Composition instead of inheritance

Ian Kelly ian.g.kelly at gmail.com
Fri Apr 29 20:39:03 EDT 2011


On Fri, Apr 29, 2011 at 5:54 PM, Carl Banks <pavlovevidence at gmail.com> wrote:
>> Really, *any* class that uses super().__init__ should take its
>> arguments and pass them along in this manner.
>
> If you are programming defensively for any possible scenario, you might try this (and you'd still fail).
>
> In the real world, certain classes might have more or less probability to be used in a multiple inheritance situations, and programmer needs to weigh the probability of that versus the loss of readability.  For me, except when I'm designing a class specifically to participate in MI (such as a mixin), readability wins.

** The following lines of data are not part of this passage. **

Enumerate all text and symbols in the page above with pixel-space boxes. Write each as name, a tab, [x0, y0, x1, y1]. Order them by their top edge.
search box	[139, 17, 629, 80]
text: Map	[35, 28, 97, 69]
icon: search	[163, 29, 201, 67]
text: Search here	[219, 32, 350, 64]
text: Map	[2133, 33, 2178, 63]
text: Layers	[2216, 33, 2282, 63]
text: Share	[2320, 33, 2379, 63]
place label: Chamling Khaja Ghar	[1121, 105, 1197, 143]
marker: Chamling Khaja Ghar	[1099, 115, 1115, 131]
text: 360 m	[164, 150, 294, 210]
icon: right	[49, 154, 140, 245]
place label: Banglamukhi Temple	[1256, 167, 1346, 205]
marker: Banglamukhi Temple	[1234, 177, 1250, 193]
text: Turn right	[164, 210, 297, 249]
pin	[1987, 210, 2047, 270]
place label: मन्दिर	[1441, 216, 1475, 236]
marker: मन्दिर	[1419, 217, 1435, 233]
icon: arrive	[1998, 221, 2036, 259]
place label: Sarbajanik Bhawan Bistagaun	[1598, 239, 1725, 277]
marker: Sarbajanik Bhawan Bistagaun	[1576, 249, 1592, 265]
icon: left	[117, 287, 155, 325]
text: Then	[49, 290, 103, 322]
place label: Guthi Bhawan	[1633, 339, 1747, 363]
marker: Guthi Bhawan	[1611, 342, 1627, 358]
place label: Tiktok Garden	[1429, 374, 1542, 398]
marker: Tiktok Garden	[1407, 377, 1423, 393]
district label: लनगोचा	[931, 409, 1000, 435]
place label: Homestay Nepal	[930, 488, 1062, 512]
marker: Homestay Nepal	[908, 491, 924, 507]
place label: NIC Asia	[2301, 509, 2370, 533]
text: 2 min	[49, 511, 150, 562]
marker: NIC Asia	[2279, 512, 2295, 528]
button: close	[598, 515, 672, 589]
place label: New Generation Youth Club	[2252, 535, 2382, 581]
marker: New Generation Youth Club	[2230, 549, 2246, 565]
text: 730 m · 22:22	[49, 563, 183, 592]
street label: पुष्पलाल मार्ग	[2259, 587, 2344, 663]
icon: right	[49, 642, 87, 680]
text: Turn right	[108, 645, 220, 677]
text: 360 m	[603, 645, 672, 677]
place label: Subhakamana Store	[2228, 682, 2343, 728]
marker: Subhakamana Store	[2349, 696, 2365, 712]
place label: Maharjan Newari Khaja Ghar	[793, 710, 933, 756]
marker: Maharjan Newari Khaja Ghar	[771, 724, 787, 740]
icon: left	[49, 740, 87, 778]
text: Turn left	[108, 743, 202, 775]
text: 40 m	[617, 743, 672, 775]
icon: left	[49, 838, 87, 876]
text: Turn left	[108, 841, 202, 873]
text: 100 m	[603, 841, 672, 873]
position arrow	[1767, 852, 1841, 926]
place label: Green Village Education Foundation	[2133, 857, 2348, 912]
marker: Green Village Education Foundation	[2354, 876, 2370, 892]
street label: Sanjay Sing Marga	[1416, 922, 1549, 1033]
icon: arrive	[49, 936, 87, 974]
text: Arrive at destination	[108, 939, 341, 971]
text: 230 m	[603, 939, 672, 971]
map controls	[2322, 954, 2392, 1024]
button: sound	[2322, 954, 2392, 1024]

Agreed.  Actually, my preferred solution is to not use super at all.
It's so rarely needed (i.e. diamond inheritance situations) that it's
usually not worth it to jump through the hoops it creates, so I prefer
to call the base class methods explicitly.

For pure base-class + mixin design, you should not have any diamond
inheritance situations, so super should not really be necessary.

> If you merely mean DRY, then I'd say this doesn't necessarily add to it.  The derived class has a responsibility one way or another to get the mixin whatever initializers it needs.

I mean the difference in terms of maintenance between this:

class Derived1(Mixin1, Base):
    def __init__(self, mixin_arg1, mixin_arg2, *args, **kwargs):
        self.mixin_arg1 = mixin_arg1
        self.mixin_arg2 = mixin_arg2
        super(Derived, self).__init__(*args, **kwargs)

and simply doing this:

class Derived2(Mixin2, Base):
    def __init__(self, *args, **kwargs):
        super(Derived, self).__init__(*args, **kwargs)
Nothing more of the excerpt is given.